I’ve spent the last six years working with corporate pension plans — and their key issues are asset allocation and immunizing their liability. Asset allocation has been dominated by mean-variance optimization for 50 years now, but once you step back from it and look at the underlying assumptions, it’s so clear that it’s absolutely inappropriate for use in the real world. Here again, we have a lovely, simple idea which was taken to an extreme. The key flaw with this is the normality assumption about joint distributions of asset returns — and this falls down so badly in reality. The quick way of explaining this is that diversification doesn’t work just when you need it, and thus asset risk is always higher than predicted. And, at its core, MVO is a one-period model. Which begs the question, what period is being used? And it’s a very sensitive model — continuous admittedly — but not in a nice way. A model with 30 assets is going to require around 500 inputs . . . all of which have to come from somewhere. It’s too easy to hide behind the façade of mathematical sophistication. But I suppose one could call it a vanilla model at this point. . . . It just happens to be blatantly wrong.

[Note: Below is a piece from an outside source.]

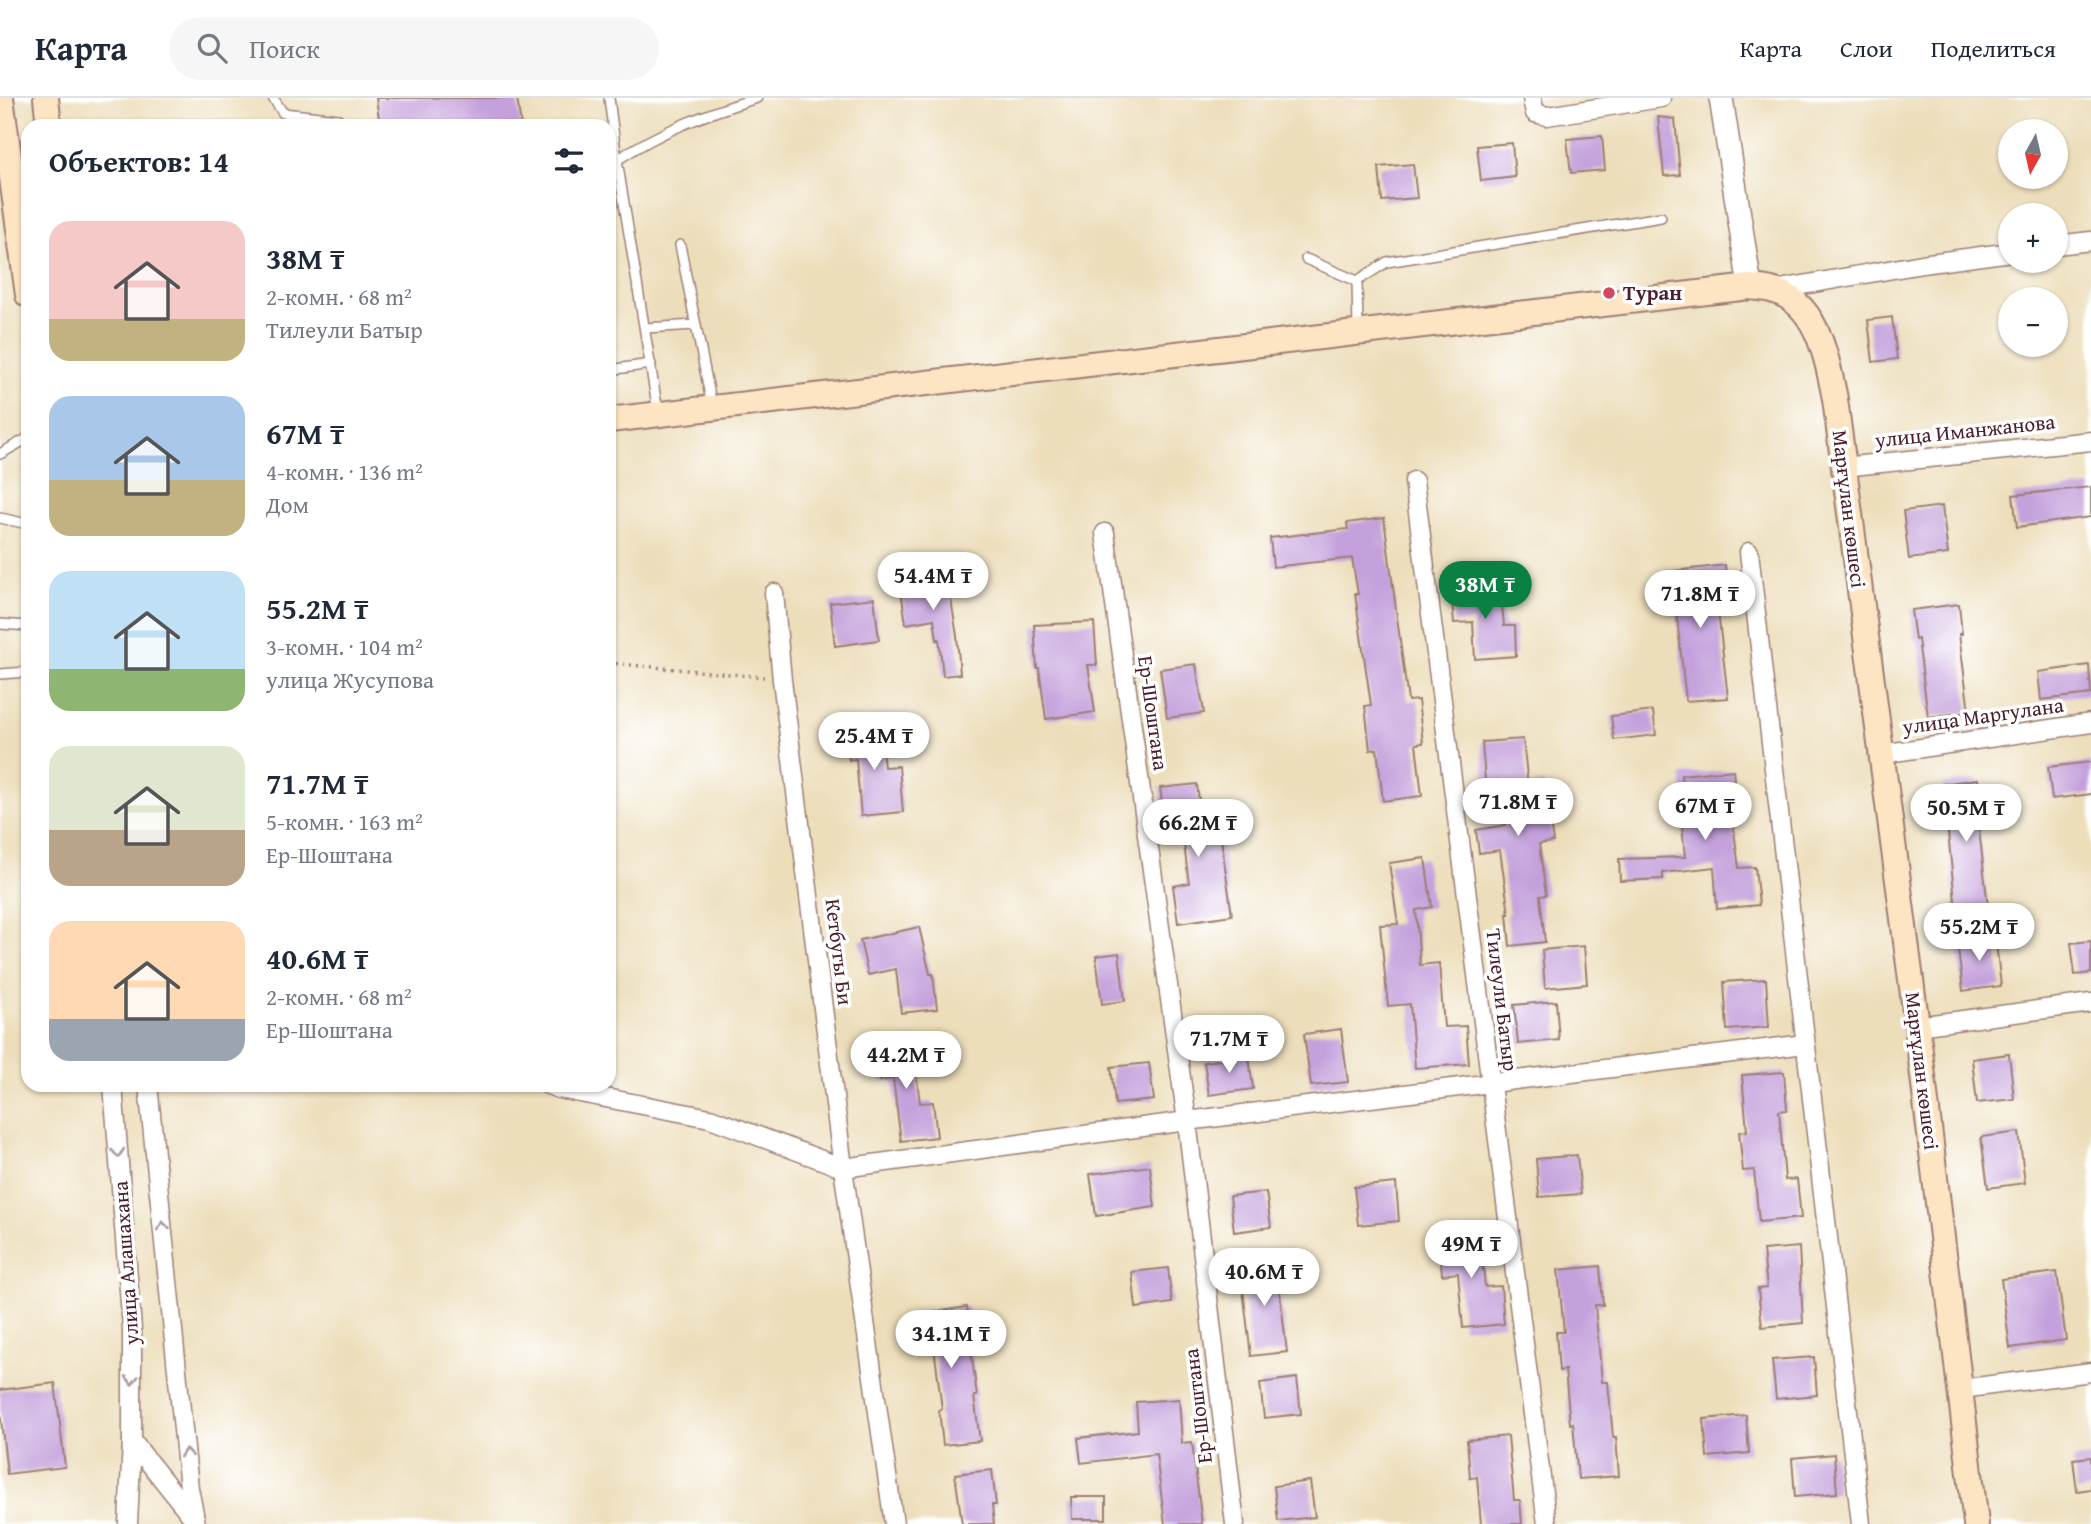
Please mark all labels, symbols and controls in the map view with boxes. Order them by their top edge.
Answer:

There’s no doubt that many people are looking for an alternative. And while there isn’t an established replacement on the horizon, there are better ways of doing it that are available.
Pension plans are very interesting from a modeling perspective, and they actually contain a number of features that should be treated like options. There’s one in particular that is ignored, or rather assumed away, because it’s very difficult to model, but it has a very significant impact on estimating risk and reward in a pension plan’s asset allocation, with the uniformly unfortunate consequence that risk is overestimated — which can be just as deleterious as underestimating risk.
Any model must lose information — either because the reality is too complex or the calculation is impossible to complete in a time that makes it useful. The balance, as Einstein said, it making it as simple as possible, but no simpler.
Kevin, thank you for sharing your expertise with us about some of the critical holes in financial assumptions.